Collect the lines of the entries where "what" shows up.

▶ **RECORDED DATA**:
··········

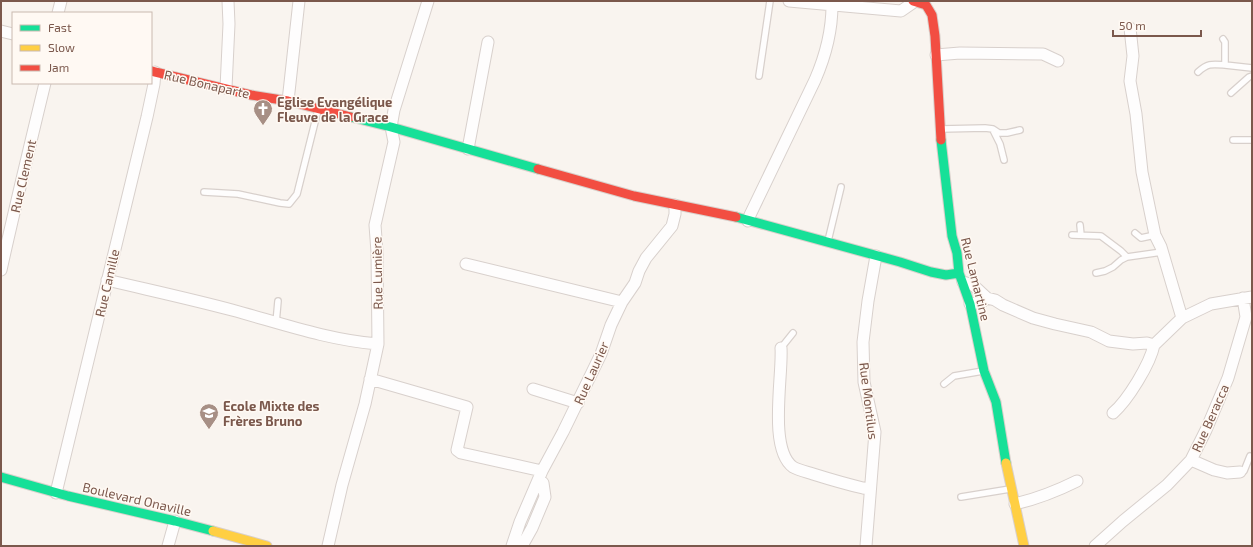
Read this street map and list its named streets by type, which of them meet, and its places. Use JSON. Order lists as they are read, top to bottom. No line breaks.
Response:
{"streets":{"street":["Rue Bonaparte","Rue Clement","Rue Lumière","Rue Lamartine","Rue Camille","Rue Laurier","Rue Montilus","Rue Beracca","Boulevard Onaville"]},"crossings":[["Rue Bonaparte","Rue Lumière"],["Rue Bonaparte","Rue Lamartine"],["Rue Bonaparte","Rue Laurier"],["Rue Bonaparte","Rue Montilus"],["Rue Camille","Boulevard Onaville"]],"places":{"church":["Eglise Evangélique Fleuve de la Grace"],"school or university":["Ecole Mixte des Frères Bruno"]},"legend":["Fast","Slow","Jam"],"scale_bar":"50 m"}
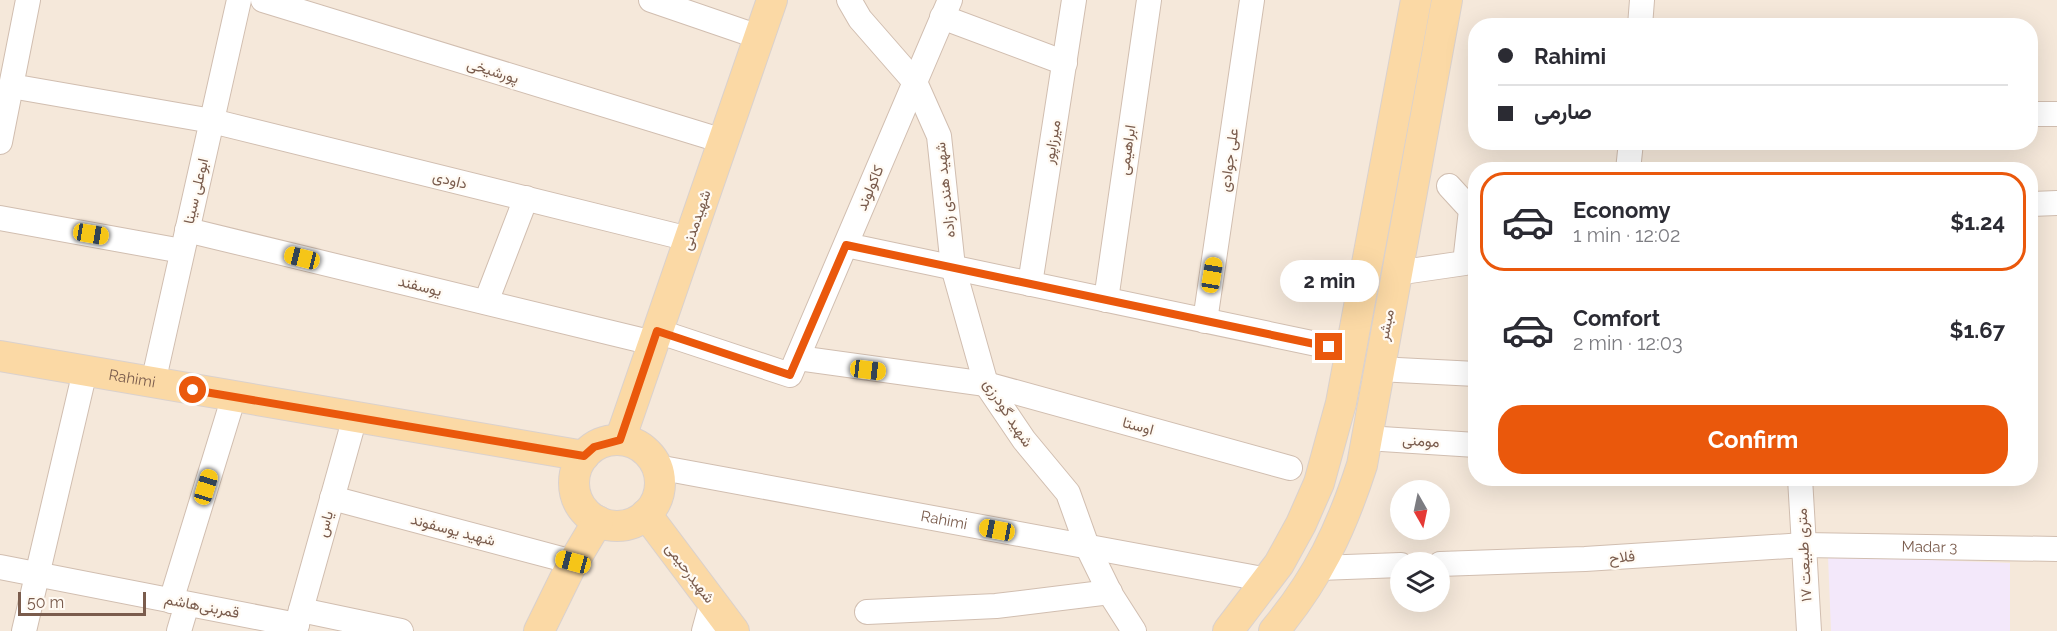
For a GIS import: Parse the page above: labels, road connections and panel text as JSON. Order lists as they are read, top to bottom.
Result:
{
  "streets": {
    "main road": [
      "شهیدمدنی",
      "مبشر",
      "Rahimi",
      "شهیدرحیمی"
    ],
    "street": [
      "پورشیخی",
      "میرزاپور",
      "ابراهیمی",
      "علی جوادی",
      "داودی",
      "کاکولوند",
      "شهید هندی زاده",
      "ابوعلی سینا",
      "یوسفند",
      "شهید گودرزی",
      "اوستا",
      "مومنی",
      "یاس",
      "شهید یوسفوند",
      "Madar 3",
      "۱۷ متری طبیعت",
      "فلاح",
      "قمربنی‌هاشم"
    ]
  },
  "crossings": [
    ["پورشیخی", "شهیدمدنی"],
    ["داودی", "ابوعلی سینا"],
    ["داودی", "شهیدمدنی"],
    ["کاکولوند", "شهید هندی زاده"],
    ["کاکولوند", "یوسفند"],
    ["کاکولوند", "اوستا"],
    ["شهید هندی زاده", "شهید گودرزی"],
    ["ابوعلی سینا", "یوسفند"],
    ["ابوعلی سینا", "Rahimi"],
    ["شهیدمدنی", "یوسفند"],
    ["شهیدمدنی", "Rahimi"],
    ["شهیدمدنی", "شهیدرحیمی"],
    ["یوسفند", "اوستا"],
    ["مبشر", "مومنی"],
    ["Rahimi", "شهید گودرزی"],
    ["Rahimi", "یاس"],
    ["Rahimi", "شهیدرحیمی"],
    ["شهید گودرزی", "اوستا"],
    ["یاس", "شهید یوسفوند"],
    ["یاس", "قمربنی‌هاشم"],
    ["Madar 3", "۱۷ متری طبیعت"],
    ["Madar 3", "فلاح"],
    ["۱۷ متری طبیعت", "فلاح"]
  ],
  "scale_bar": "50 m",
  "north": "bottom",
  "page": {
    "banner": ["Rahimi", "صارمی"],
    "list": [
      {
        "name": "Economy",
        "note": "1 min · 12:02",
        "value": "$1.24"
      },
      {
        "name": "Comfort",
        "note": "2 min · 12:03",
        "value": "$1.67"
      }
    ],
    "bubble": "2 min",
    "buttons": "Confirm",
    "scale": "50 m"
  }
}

··········

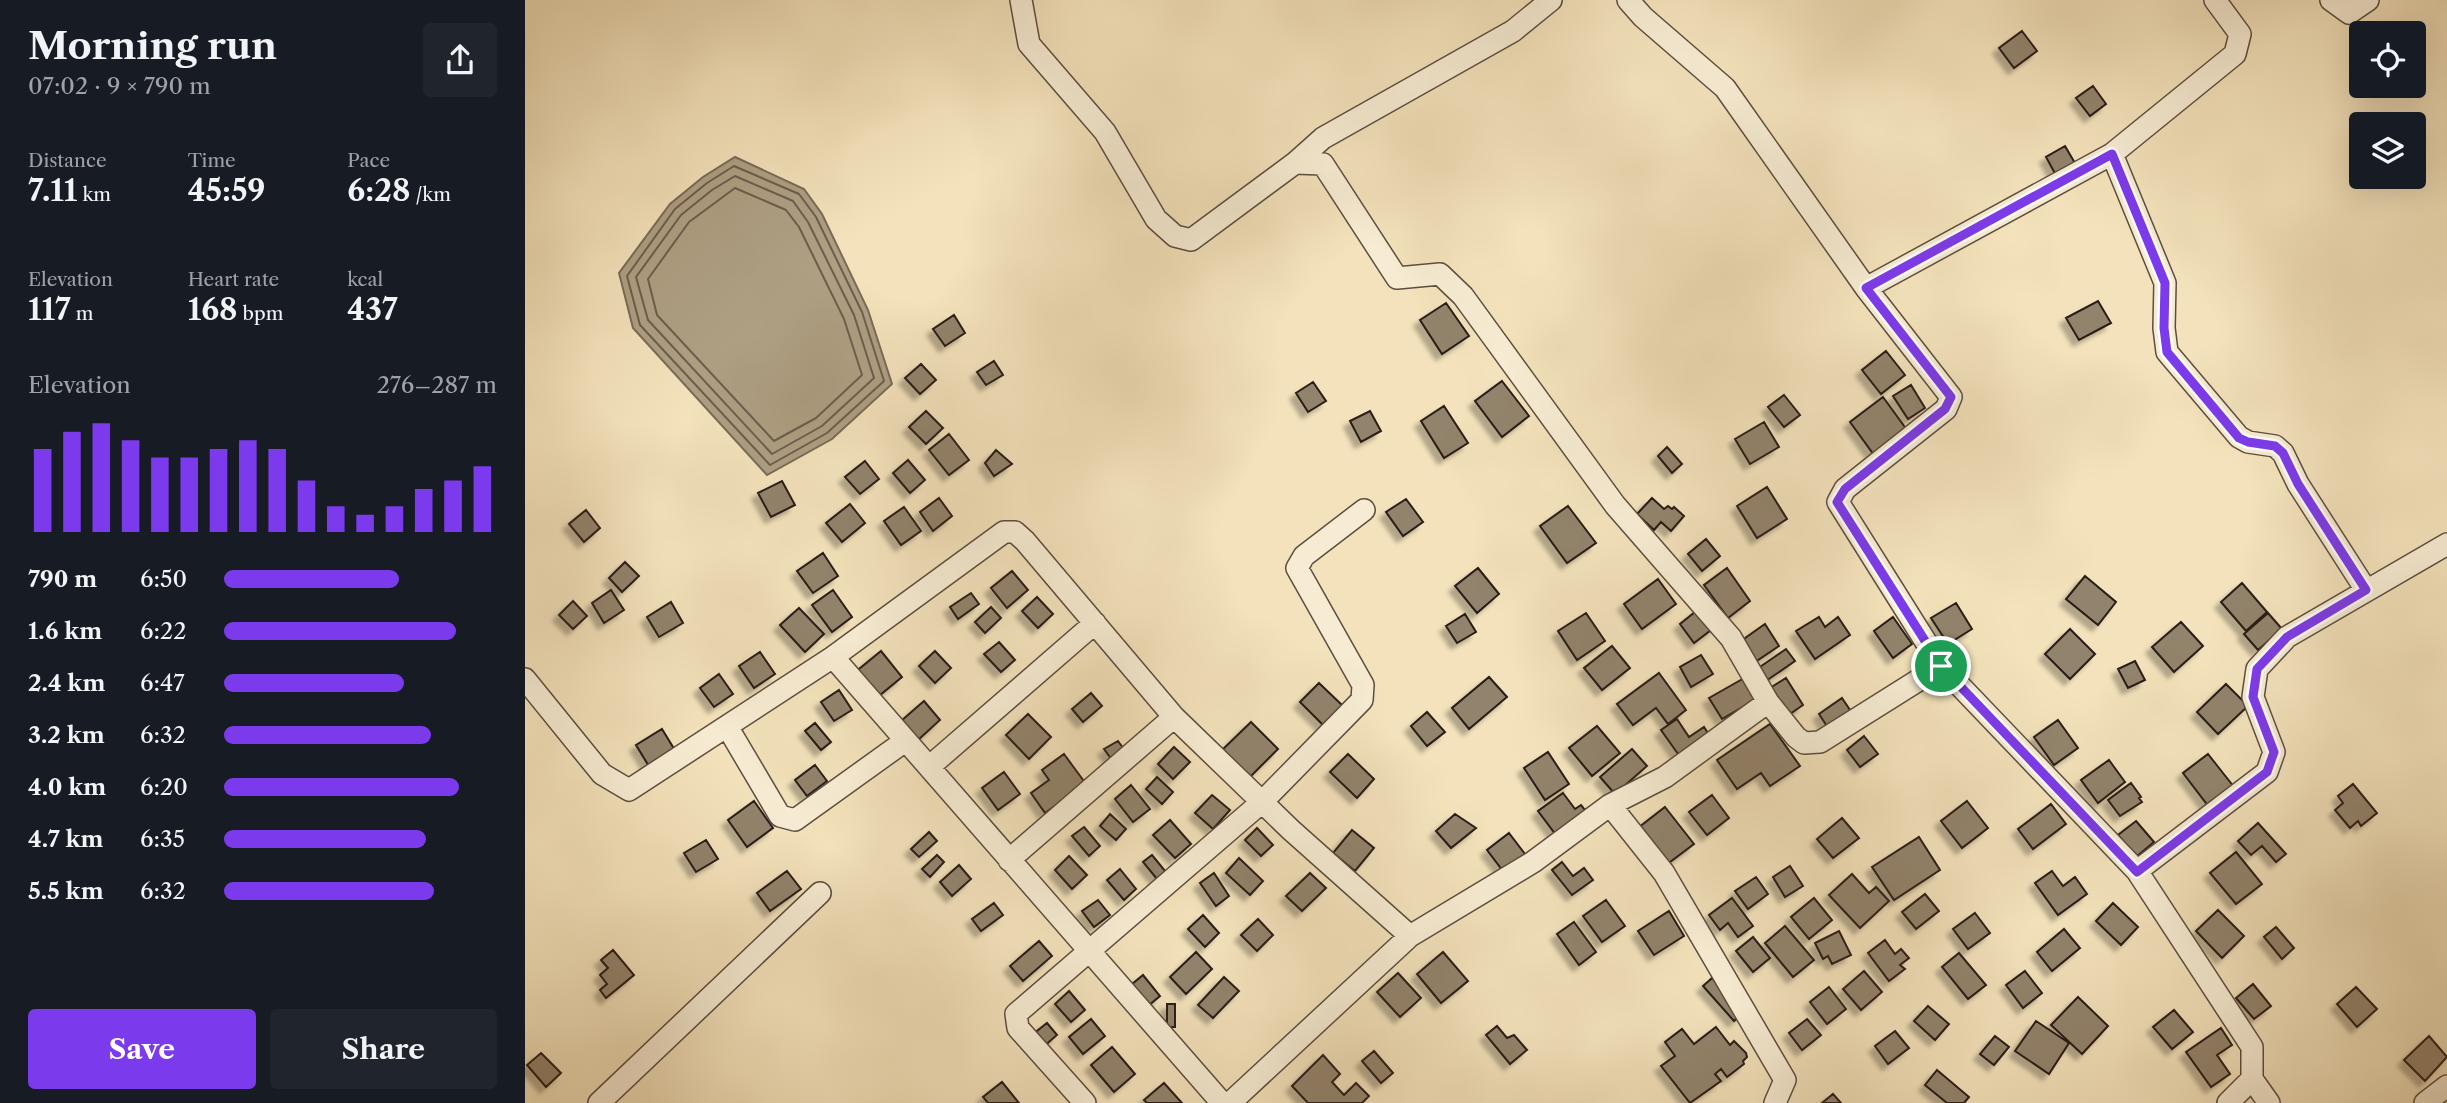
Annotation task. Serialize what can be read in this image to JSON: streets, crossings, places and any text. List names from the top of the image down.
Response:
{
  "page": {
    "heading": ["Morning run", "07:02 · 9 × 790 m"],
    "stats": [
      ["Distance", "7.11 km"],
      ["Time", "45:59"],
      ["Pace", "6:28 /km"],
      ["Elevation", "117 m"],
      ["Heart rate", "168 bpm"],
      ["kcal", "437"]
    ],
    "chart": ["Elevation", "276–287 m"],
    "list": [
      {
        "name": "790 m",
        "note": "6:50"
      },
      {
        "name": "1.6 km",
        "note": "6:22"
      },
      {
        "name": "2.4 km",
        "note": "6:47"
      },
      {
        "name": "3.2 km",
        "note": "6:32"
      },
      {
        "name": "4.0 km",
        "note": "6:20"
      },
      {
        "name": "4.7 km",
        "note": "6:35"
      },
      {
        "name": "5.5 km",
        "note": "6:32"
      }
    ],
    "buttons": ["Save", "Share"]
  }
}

··········

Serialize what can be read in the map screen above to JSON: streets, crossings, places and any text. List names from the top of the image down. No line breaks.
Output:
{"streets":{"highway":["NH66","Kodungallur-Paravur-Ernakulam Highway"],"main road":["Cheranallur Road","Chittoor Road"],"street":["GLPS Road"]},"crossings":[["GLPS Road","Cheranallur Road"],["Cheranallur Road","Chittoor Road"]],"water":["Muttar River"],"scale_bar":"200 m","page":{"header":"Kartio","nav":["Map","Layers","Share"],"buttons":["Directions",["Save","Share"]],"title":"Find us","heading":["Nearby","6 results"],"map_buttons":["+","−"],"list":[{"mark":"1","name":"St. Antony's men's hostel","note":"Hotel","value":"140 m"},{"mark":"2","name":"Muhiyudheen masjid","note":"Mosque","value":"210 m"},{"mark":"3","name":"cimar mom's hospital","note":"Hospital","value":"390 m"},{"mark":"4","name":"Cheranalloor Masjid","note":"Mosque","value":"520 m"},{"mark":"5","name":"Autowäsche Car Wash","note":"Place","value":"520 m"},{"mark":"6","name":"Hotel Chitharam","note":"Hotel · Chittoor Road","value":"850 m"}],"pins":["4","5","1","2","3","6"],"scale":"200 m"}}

··········

▶ **TASK OUTPUT**:
Annotation task. Serialize what can be read in this image to JSON: streets, crossings, places and any text. List names from the top of the image down.
Serialize what can be read in the map screen above to JSON: streets, crossings, places and any text. List names from the top of the image down. No line breaks.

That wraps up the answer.